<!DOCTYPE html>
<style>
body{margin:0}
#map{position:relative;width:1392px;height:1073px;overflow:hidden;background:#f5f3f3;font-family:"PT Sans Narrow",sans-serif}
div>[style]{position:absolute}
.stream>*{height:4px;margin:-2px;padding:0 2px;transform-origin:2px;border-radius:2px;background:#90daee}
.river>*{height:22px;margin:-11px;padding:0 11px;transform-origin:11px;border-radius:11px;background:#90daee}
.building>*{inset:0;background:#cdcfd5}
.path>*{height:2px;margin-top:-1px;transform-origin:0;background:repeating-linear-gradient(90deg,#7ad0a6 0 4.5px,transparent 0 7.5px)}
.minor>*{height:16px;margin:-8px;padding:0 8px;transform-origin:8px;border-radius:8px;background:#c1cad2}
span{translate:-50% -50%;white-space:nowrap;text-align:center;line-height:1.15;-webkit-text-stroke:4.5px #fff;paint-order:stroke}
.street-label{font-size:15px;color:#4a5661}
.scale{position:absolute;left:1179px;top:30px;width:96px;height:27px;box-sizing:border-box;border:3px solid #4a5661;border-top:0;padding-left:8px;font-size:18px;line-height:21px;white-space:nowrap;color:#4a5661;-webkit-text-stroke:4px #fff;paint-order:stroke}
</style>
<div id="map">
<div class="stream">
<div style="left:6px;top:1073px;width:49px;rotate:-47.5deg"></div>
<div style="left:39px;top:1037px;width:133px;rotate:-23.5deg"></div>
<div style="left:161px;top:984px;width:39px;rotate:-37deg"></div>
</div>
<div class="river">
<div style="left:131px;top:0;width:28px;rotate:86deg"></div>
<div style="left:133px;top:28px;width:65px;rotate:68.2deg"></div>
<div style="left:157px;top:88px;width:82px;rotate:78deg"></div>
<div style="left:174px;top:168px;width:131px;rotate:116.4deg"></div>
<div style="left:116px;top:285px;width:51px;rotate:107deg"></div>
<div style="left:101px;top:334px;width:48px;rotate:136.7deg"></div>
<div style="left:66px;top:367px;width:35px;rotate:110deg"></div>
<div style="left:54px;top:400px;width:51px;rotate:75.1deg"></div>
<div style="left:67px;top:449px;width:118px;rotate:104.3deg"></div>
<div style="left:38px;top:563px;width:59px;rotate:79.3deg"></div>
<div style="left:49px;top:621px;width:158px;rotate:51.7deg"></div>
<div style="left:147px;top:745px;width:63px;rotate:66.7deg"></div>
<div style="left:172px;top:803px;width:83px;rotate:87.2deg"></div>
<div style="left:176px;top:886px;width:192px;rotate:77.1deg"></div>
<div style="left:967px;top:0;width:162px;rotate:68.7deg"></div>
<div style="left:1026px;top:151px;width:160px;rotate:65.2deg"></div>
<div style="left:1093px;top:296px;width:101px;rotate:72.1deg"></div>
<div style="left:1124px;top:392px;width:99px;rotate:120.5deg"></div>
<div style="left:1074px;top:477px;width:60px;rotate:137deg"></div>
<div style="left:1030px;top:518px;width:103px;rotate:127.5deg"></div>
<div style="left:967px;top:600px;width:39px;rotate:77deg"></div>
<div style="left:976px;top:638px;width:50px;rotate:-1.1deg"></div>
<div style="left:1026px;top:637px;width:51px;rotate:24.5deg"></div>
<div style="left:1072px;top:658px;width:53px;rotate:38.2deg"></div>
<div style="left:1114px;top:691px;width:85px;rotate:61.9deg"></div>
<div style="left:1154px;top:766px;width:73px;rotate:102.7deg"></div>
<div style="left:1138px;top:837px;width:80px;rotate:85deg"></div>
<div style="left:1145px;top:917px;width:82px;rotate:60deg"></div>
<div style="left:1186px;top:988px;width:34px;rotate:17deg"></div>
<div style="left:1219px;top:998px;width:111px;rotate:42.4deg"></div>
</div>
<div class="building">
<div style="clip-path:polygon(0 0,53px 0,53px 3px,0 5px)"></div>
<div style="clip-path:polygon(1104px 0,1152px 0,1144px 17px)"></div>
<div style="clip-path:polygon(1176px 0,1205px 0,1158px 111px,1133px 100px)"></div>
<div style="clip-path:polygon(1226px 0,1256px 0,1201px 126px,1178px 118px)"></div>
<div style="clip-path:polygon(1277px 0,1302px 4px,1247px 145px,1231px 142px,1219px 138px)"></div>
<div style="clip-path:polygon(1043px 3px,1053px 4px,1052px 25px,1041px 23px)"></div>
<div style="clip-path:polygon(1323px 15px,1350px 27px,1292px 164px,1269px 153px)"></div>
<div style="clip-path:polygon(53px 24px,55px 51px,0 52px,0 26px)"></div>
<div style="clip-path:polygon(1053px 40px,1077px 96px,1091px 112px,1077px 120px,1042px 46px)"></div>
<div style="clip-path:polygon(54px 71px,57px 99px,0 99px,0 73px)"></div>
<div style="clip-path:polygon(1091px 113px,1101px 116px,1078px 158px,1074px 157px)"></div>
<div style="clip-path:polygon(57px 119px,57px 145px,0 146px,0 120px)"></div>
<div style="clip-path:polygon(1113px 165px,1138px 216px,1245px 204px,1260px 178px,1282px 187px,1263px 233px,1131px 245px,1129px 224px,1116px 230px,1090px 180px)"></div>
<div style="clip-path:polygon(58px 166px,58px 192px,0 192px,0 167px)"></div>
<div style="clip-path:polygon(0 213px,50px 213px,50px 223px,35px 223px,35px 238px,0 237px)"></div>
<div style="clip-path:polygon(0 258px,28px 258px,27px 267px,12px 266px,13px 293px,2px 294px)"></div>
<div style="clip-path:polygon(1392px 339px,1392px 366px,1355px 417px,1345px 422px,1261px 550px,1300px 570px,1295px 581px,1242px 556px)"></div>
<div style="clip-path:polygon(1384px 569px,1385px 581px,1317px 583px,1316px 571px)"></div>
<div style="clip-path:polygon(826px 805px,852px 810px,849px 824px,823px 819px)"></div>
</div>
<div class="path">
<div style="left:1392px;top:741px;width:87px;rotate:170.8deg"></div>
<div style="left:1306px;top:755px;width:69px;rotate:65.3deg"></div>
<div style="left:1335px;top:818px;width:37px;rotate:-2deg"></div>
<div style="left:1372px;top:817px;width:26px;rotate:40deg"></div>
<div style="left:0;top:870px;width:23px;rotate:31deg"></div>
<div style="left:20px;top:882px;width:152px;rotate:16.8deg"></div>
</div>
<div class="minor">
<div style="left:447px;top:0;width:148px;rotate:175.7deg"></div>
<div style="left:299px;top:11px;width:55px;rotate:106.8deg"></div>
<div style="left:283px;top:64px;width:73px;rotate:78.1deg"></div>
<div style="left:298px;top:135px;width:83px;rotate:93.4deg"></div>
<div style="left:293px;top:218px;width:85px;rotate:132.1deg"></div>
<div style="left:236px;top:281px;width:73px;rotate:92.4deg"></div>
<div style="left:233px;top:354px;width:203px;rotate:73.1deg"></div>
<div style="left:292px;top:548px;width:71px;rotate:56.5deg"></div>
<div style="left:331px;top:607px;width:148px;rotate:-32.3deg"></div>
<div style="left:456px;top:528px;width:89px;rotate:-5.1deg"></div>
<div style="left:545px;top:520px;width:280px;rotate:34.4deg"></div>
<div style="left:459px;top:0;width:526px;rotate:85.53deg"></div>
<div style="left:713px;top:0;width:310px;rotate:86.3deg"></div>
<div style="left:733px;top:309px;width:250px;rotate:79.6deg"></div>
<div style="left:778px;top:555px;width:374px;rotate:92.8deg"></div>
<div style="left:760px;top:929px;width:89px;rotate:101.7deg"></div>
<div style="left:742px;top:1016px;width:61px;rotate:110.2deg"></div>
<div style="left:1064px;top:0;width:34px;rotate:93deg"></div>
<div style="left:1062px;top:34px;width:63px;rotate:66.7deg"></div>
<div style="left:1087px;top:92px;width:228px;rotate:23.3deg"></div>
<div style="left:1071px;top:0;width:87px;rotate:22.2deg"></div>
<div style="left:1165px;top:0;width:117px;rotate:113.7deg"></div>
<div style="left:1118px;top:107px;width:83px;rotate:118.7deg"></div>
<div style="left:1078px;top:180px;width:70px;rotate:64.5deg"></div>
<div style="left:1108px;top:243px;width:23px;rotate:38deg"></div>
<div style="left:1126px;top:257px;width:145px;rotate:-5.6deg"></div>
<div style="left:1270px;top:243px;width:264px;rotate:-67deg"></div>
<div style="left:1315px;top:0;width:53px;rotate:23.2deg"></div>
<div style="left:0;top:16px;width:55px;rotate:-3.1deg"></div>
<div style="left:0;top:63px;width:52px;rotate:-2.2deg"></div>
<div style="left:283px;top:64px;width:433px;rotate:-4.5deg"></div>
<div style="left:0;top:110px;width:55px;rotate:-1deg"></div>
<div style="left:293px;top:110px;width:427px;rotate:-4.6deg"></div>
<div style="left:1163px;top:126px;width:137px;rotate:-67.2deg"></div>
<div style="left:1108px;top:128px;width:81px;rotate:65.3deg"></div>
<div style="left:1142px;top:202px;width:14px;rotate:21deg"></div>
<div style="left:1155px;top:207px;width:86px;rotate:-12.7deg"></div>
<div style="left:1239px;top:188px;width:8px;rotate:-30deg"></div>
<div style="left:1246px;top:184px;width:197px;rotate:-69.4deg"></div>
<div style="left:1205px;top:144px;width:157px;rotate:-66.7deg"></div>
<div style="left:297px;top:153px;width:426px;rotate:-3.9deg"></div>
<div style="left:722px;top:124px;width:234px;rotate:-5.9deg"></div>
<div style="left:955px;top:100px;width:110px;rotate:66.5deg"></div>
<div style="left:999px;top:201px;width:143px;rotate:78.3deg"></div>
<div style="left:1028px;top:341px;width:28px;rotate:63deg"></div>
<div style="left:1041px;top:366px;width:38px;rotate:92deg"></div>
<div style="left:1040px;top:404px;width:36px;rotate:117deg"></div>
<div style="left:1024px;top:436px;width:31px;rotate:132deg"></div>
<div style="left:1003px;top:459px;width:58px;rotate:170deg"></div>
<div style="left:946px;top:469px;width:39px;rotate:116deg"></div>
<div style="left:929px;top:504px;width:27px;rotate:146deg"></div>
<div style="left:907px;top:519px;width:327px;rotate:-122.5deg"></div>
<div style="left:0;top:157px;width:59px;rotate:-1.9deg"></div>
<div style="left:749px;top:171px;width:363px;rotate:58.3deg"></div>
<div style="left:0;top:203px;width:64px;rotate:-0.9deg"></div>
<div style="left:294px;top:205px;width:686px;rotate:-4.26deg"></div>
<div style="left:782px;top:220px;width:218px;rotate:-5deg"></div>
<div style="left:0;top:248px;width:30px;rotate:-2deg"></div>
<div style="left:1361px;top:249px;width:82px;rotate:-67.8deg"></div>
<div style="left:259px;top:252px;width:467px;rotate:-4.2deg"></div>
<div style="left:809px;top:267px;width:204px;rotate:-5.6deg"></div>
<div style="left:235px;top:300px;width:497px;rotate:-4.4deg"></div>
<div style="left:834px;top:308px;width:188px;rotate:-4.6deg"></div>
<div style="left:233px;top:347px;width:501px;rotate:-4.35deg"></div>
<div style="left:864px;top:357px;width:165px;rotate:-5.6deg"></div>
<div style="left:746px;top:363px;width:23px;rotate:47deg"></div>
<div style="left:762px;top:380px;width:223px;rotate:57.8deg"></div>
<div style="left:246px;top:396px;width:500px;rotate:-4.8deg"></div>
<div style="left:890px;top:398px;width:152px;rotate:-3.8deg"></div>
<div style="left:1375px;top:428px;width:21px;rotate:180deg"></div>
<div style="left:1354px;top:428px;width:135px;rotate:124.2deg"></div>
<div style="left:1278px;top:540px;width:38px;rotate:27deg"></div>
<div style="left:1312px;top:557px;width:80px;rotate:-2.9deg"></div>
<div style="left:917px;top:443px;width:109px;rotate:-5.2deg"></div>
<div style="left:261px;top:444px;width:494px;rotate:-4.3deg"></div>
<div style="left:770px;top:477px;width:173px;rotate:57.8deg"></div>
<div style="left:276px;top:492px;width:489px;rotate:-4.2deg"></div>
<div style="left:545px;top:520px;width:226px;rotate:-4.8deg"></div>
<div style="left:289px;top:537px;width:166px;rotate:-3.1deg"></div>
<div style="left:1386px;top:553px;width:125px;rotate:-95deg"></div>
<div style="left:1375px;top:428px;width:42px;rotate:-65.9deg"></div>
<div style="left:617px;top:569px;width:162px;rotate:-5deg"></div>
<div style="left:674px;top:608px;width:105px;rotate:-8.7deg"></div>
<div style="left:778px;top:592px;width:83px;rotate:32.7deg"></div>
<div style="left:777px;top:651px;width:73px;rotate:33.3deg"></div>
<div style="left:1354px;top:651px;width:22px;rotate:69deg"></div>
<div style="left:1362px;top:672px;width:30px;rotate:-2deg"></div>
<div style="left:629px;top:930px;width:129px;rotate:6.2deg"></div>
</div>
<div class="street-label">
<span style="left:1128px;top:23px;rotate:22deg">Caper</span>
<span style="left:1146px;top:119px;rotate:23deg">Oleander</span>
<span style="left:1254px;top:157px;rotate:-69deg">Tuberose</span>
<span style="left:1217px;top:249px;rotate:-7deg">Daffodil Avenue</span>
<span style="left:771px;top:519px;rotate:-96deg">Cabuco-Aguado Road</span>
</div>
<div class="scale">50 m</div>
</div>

◆ THE TASK ◆
From the records, work out how many lines include "river" and respond with the number only.

◆ EXPECTED ANSWER ◆
2